Fig. 3 shows the gas distribution for the constant bottom hole pressure case as the gas reaches the choke. Note that the gas is distributed over most of the length of the well bore. The gas void at surface is about 50%, but below 150 ft the gas void is 5% or less. This means that for most of the well, 5% (or less) is gas and 95% of the annular volume is mud.

If no fluid is lost to the formation, it is only necessary to bleed off a small amount of fluid through the choke to maintain bottom hole pressure. In reality, it is likely that a small amount of fluid will be lost to exposed permeable formations through the mud filter cake. This loss may be enough such that no mud needs to be bled off at surface.

There is a risk that if mud is bled through the choke, the addition of this mud quantity and that lost to an exposed formation may be enough to induce a further (but small) influx. For the example shown in Fig. 2, bottom hole pressure will be maintained if the choke pressure is maintained at a level established by the dashed curve of the lowest track. In this case the required rise in choke pressure is very small. For a larger influx the required rise in choke pressure as the influx is allowed to expand will be greater (the dashed curve on Fig. 6).

It is difficult to see how these choke pressure profiles can be established in the field-the only practical procedure would rely on drill pipe pressure being available. It is therefore likely that the well bore will be overpressured or that further influxes will be introduced. The well control strategy should focus on which of these two is preferred.

As an aside, it can also be seen that the pressures observed at surface are very sensitive to small downhole fluid losses. This effect has very important implications for observation of shut-in pressures and estimation of gas migration rates. In this latter case, it is almost impossible to predict actual gas migration rates based on surface pressure observation.

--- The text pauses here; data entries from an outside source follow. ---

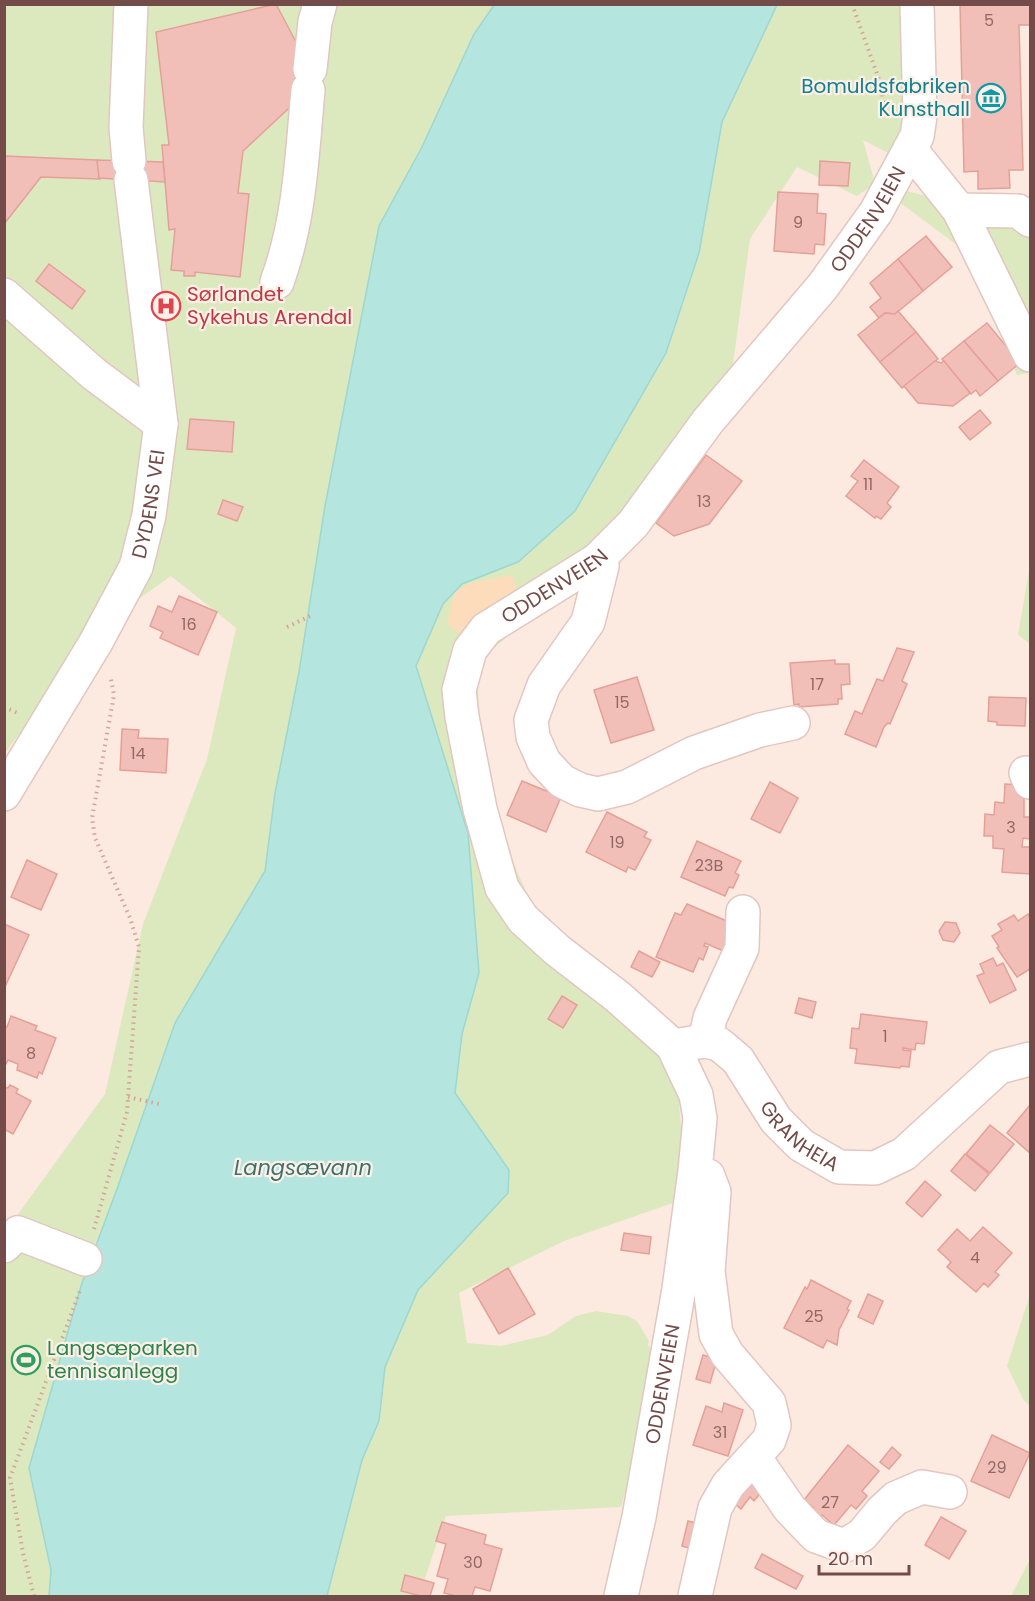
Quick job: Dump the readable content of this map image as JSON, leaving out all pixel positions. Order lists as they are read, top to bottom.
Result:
{
  "streets": {
    "street": ["ODDENVEIEN", "DYDENS VEI", "GRANHEIA"]
  },
  "water": ["Langsævann"],
  "places": {
    "museum": ["Bomuldsfabriken Kunsthall"],
    "hospital": ["Sørlandet Sykehus Arendal"],
    "sports": ["Langsæparken tennisanlegg"]
  },
  "house_numbers": [
    "5",
    "9",
    "11",
    "13",
    "16",
    "17",
    "15",
    "14",
    "3",
    "19",
    "23B",
    "1",
    "8",
    "4",
    "25",
    "31",
    "29",
    "27",
    "30"
  ],
  "scale_bar": "20 m"
}
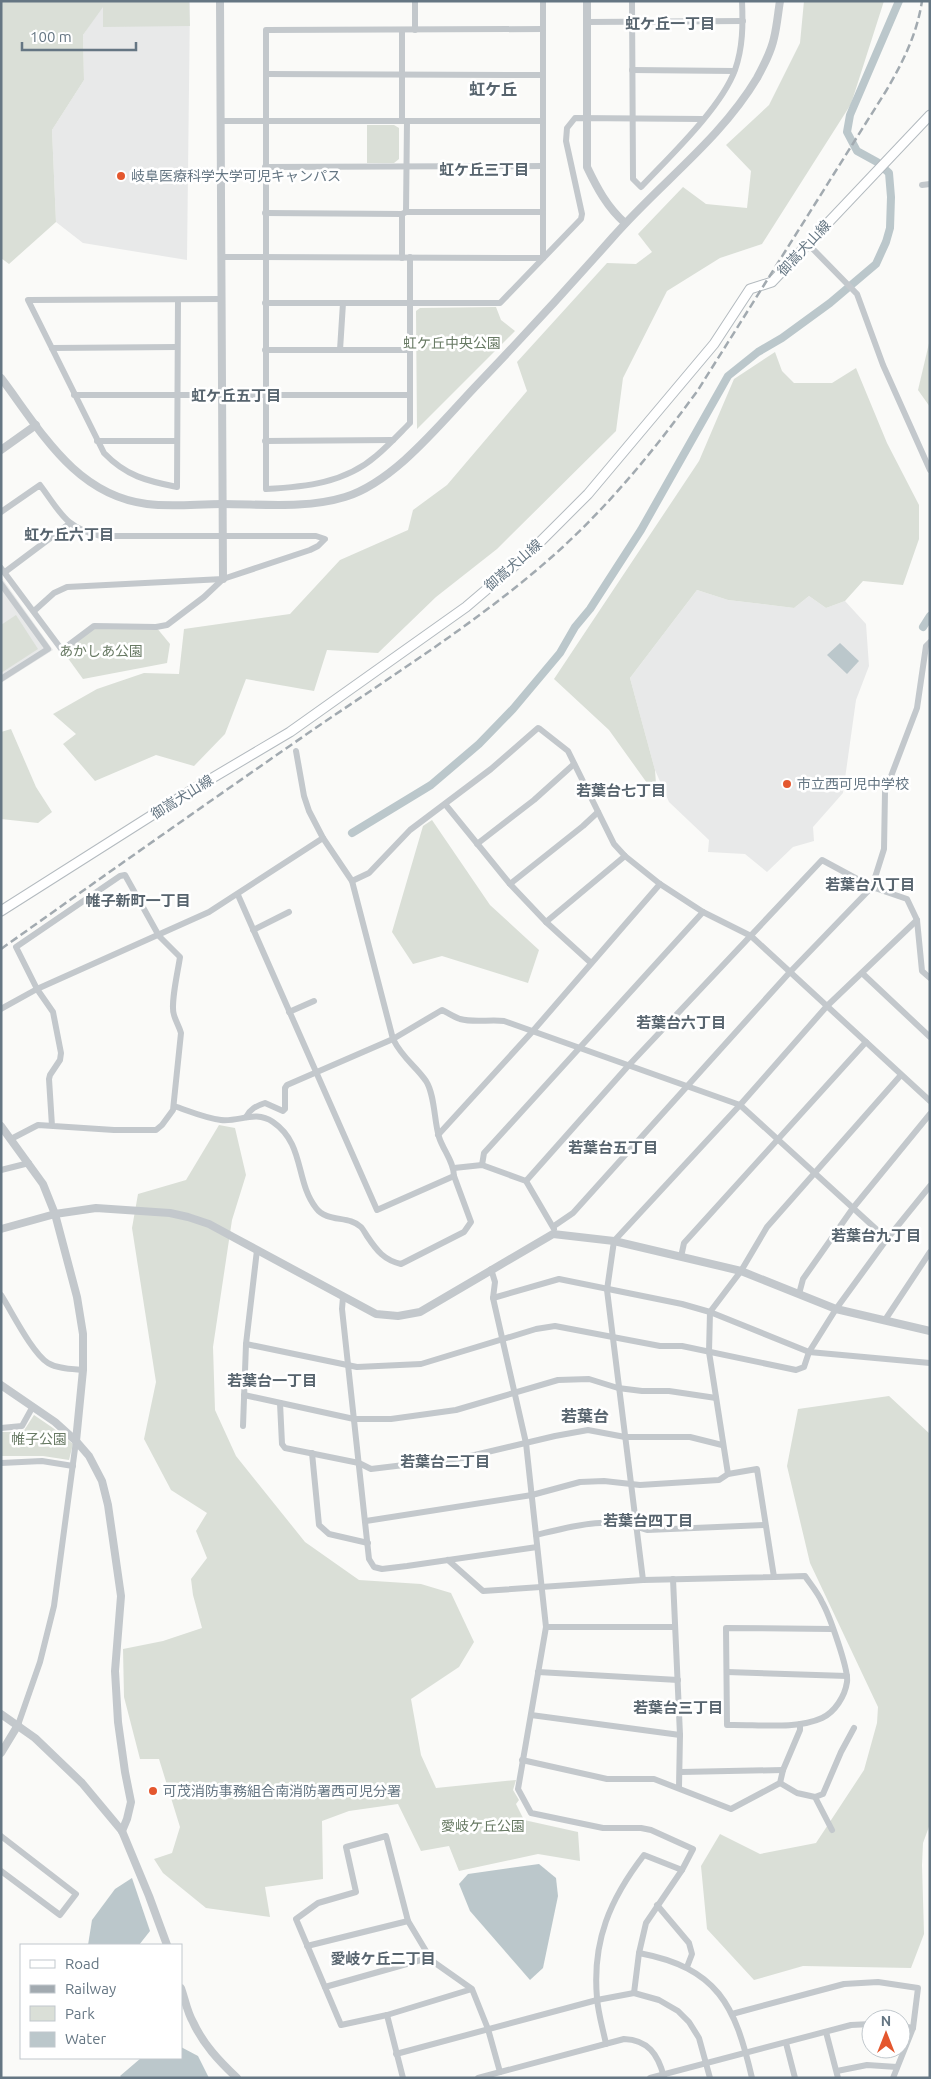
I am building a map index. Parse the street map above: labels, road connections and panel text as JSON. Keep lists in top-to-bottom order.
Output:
{
  "streets": {
    "main road": ["御嵩犬山線"]
  },
  "districts": [
    "虹ケ丘一丁目",
    "虹ケ丘",
    "虹ケ丘三丁目",
    "虹ケ丘五丁目",
    "虹ケ丘六丁目",
    "若葉台七丁目",
    "若葉台八丁目",
    "帷子新町一丁目",
    "若葉台六丁目",
    "若葉台五丁目",
    "若葉台九丁目",
    "若葉台一丁目",
    "若葉台",
    "若葉台二丁目",
    "若葉台四丁目",
    "若葉台三丁目",
    "愛岐ケ丘二丁目"
  ],
  "parks": [
    "虹ケ丘中央公園",
    "あかしあ公園",
    "帷子公園",
    "愛岐ケ丘公園"
  ],
  "places": ["岐阜医療科学大学可児キャンパス", "市立西可児中学校", "可茂消防事務組合南消防署西可児分署"],
  "legend": [
    "Road",
    "Railway",
    "Park",
    "Water"
  ],
  "scale_bar": "100 m",
  "north": "top"
}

In Fig. 2, the observed surface pressures will be somewhere between the shut-in and constant bottom hole pressure cases, depending on fluid loss to the formation. If much fluid is lost, there will be little choke pressure rise, and gas migration will be assumed (incorrectly) to be low. If little fluid is lost to the formation, surface pressures will rise and fluid must be bled off through the choke to maintain bottom hole pressure. However, the amount required to be bled off is likely to be very small.

GAS AT SURFACE

With gas at the choke, the conventional volumetric method implies that the well will be shut-in and no further action taken. Unfortunately, it is at this time that the bulk of the gas is near the surface, and expansion of this bulk of gas is really starting. Fig. 4 shows two alternative actions following the first arrival of gas at the choke:

  • Shut-in and bleed nothing

  • Maintain constant bottom hole pressure by bleeding.

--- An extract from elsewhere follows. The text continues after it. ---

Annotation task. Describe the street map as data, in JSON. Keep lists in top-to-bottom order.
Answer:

If the well is shut-in and nothing is bled off, choke pressure will rise significantly. In the case shown, the choke pressure will rise from 600 to 1,300 psi in 100 min. As a result, the casing shoe pressure will also rise, perhaps to the point of shoe breakdown.

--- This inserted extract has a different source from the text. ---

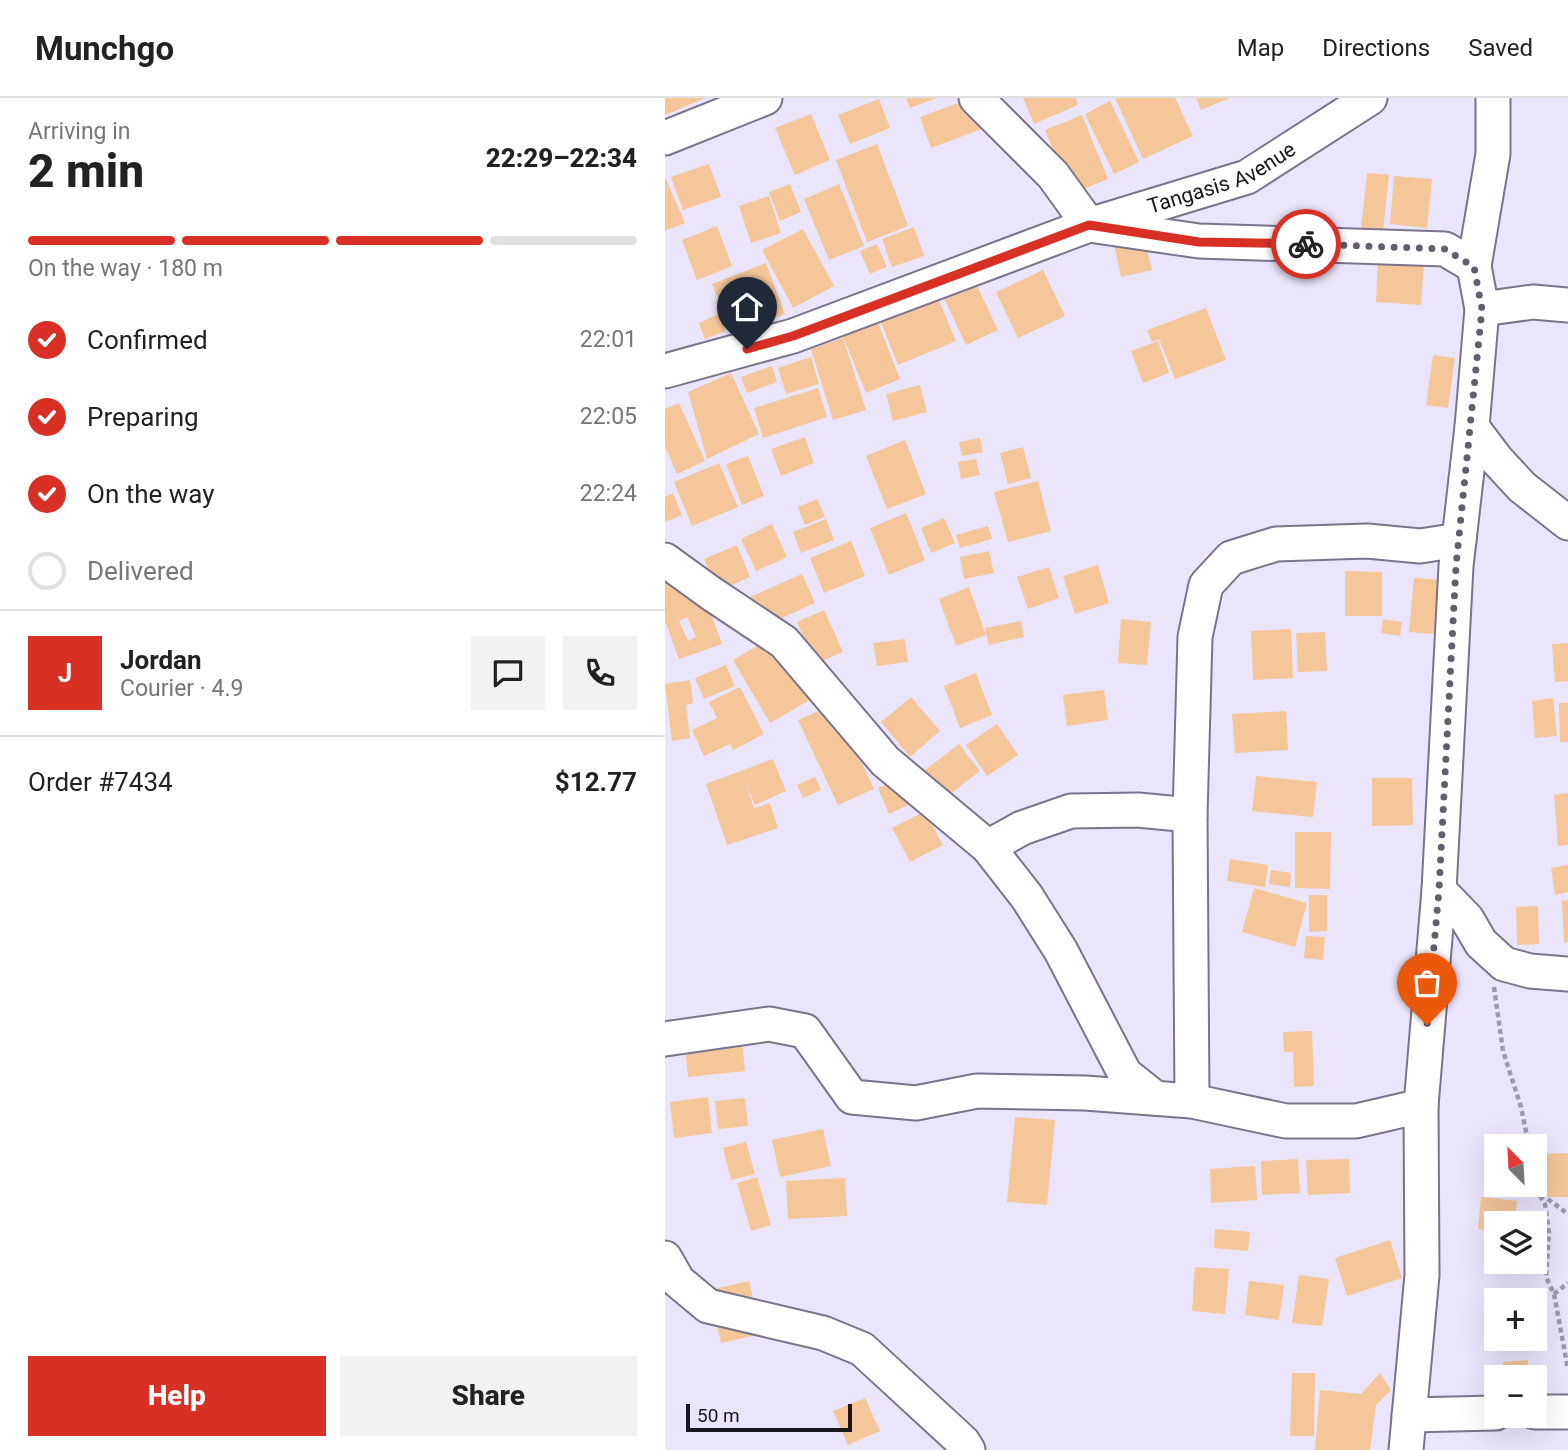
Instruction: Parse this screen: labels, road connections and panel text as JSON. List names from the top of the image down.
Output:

The second case where constant bottom hole pressure is maintained shows the amount of fluid that must be bled off. This volume is equivalent to 5 bbl over the 100-min period. This bleed-off rate is 10 gpm to start with, tailing off to 2 gpm over a period of 1 hr and is actually higher than during the earlier part of the procedure because the gas is near surface where pressures are lowest and gas expansion rates highest. This bled off mud is accompanied by large volumes of gas. The combined fluid must therefore be bled through the choke line up to the mud gas separator.

KICK SIZE

Fig. 5 is a snapshot of the gas distribution following migration of a 50-bbl kick to surface given the same well geometry as in the previous example. The influx is far more concentrated upstream of the choke. In this case, gas void fractions are about 30% less than the surface gas peak. The influx acts more like a single gas bubble than the smaller kick, but there are still some important differences.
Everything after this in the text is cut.